## Aim of the task
In the data below, which lines contain "they"? List them by copying each one.
Top of Input material
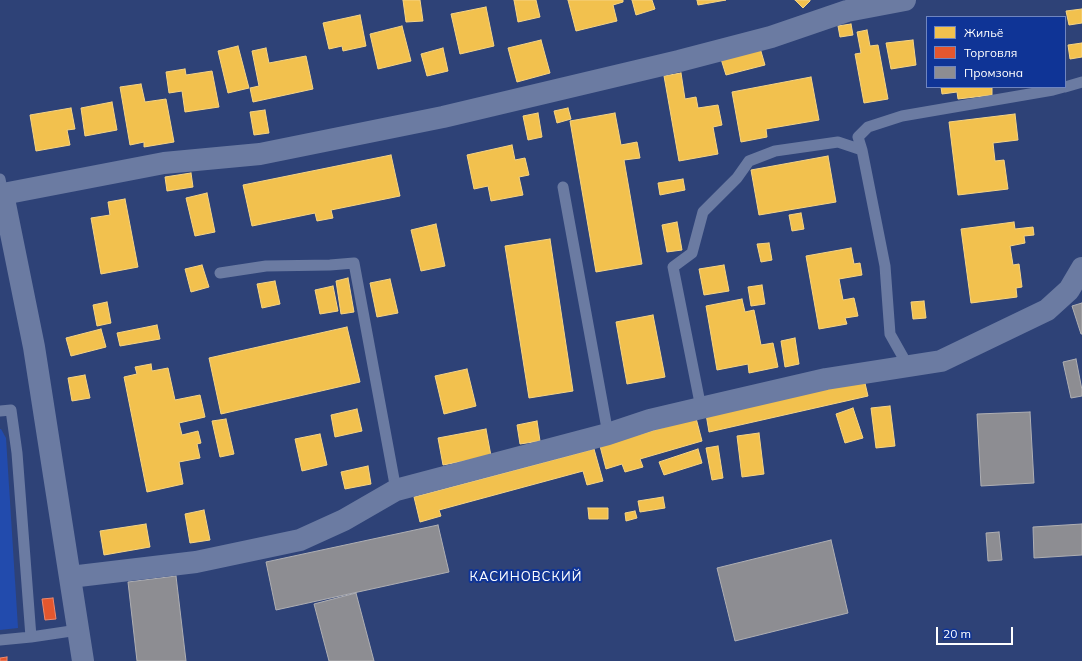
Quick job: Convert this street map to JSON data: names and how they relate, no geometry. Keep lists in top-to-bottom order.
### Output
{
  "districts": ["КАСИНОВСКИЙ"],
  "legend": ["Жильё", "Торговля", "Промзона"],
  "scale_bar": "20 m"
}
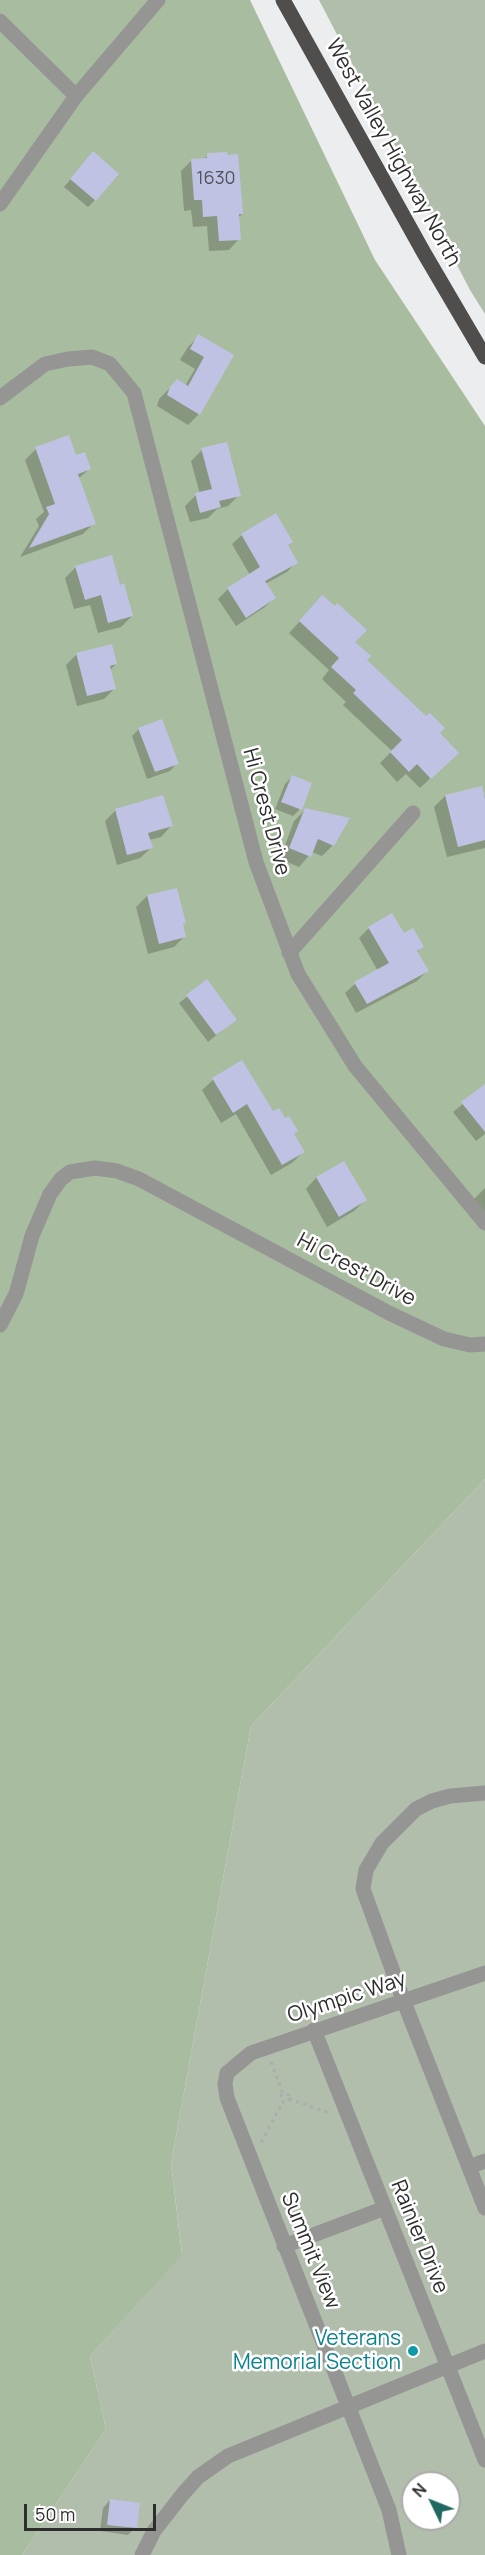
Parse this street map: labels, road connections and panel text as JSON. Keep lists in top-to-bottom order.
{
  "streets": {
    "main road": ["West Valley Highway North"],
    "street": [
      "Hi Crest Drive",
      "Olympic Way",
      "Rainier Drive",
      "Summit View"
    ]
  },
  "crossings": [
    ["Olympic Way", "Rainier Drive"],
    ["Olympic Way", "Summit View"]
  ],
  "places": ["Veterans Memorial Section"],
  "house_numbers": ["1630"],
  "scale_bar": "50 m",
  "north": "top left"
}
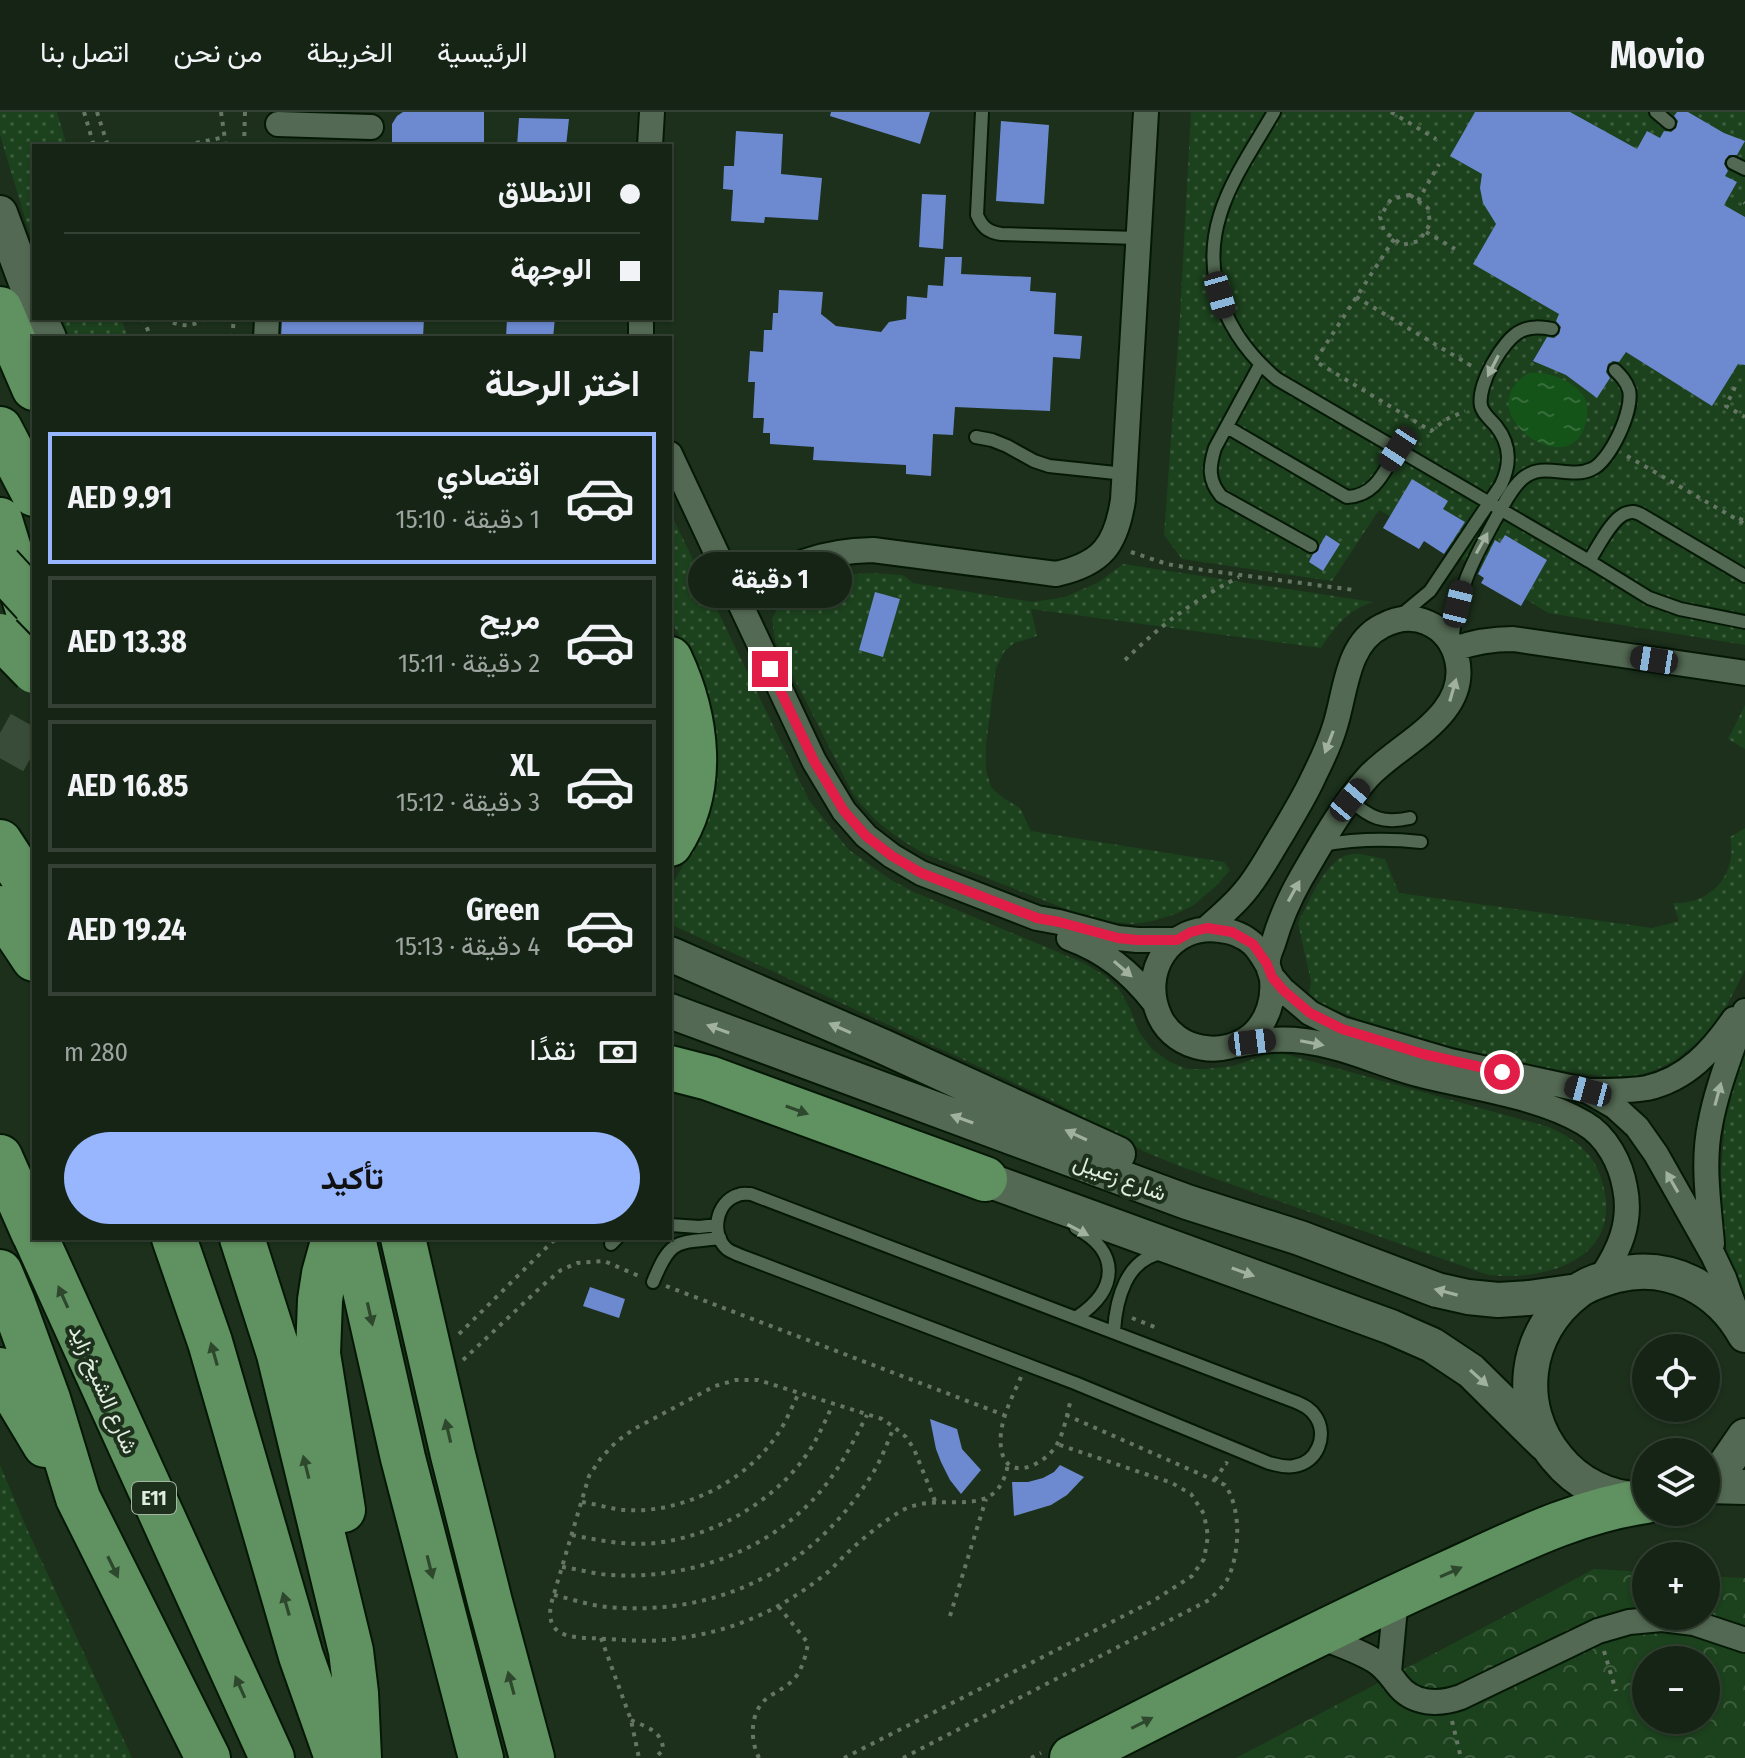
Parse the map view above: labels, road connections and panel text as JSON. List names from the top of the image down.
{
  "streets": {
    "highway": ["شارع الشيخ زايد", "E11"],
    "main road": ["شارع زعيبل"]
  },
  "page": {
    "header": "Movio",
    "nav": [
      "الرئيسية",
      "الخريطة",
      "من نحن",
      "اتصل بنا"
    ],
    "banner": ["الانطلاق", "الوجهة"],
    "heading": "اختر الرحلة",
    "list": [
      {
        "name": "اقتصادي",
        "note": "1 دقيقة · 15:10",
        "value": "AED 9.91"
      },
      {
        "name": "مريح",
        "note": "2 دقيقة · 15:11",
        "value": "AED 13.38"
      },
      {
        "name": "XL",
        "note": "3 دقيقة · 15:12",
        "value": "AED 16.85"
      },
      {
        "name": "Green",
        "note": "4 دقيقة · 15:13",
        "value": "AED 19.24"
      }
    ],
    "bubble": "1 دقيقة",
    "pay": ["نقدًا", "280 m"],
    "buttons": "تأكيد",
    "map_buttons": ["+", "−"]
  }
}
Bottom of Input material
Top of Input material
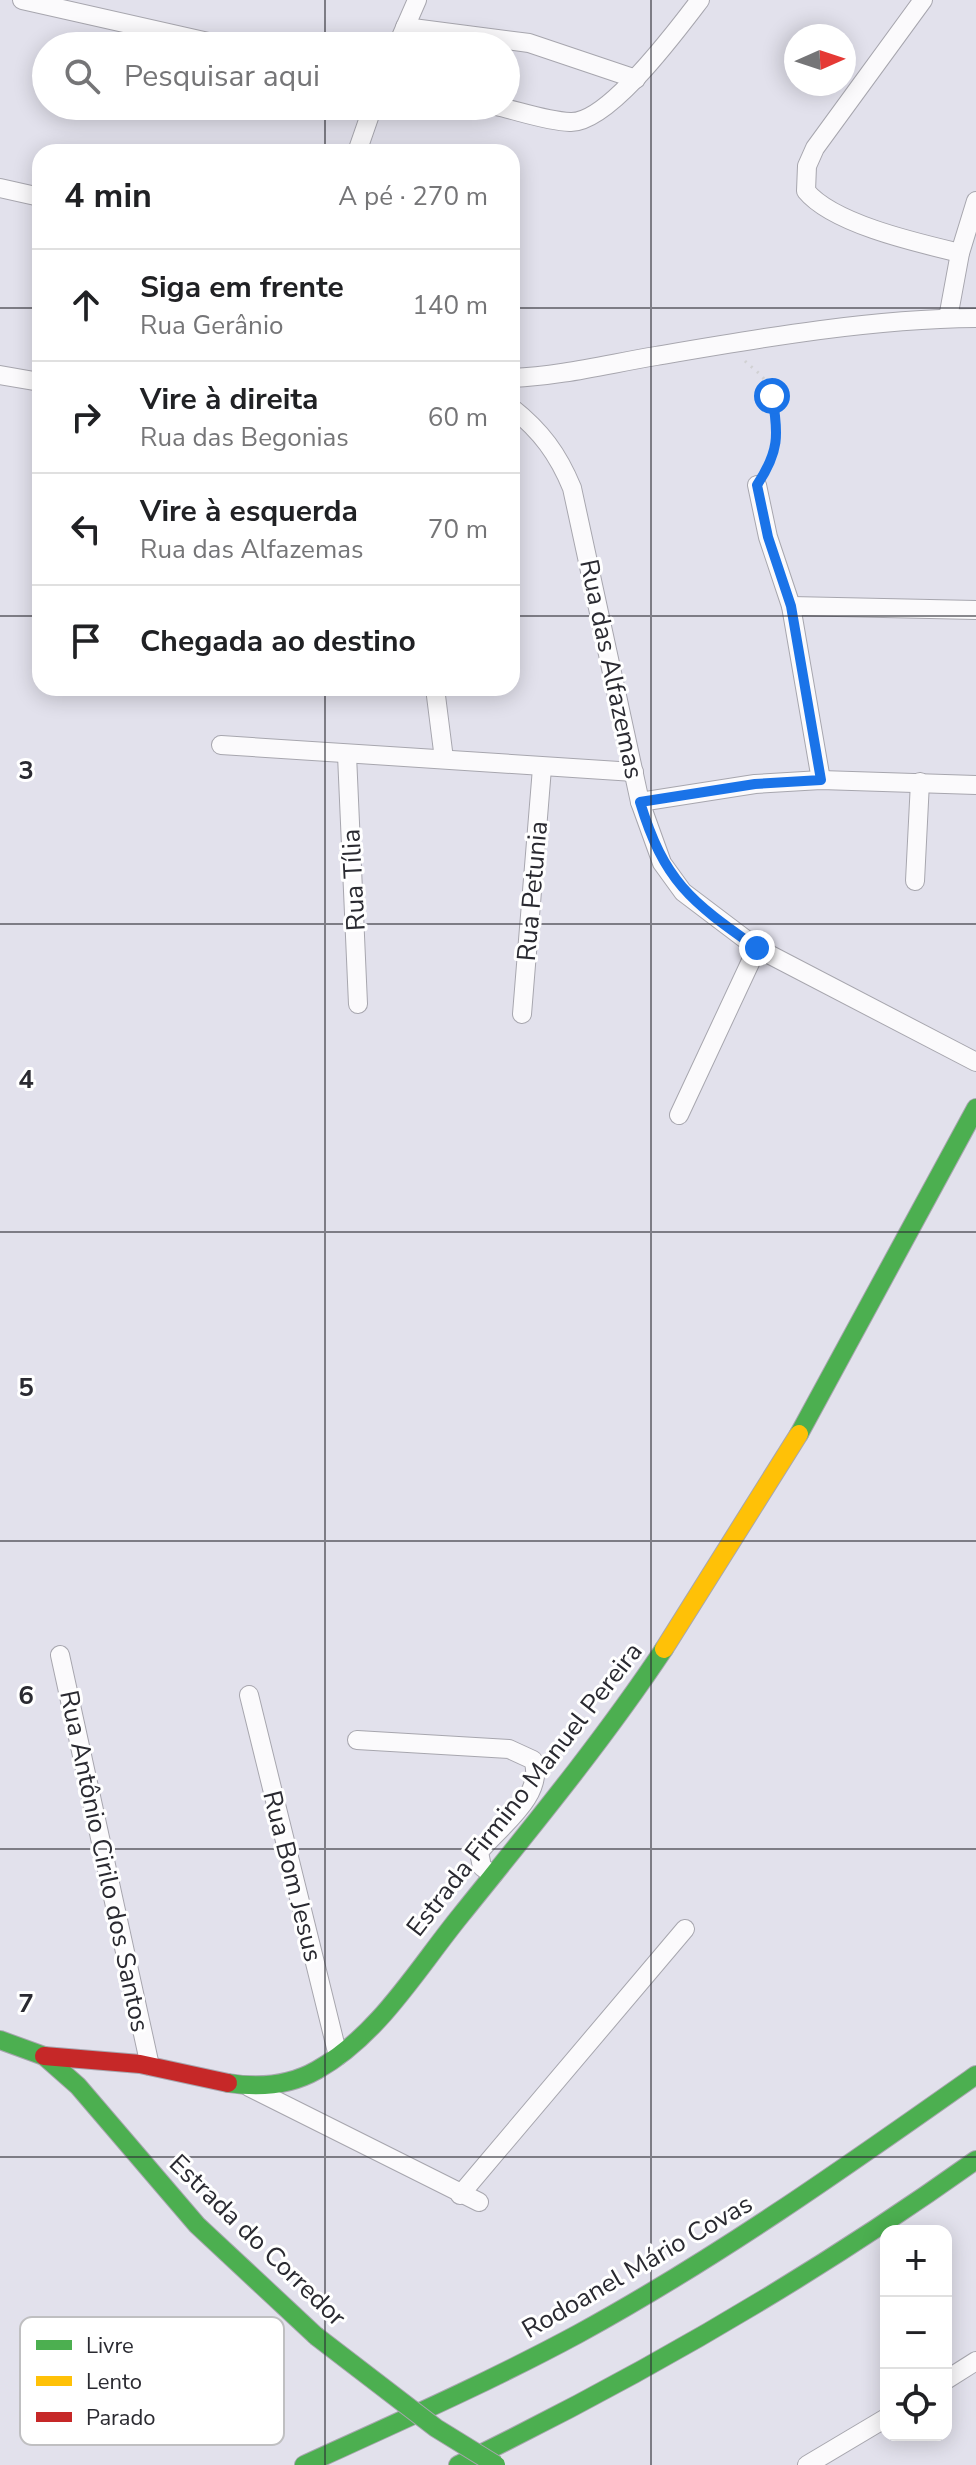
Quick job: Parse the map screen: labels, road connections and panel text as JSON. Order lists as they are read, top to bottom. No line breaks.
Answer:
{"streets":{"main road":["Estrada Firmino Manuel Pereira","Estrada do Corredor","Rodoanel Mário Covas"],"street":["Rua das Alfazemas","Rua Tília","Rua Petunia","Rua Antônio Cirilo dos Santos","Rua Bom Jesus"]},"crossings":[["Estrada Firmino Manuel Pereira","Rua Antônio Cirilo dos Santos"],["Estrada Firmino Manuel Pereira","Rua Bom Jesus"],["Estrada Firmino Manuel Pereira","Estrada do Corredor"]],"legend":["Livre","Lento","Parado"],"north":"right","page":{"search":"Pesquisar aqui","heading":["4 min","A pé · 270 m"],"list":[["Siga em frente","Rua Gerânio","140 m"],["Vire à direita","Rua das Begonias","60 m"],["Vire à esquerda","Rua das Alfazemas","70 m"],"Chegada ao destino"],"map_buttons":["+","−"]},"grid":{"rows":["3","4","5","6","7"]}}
Bottom of Input material
## Output below
Quick job: Convert this street map to JSON data: names and how they relate, no geometry. Keep lists in top-to-bottom order.
Quick job: Parse the map screen: labels, road connections and panel text as JSON. Order lists as they are read, top to bottom. No line breaks.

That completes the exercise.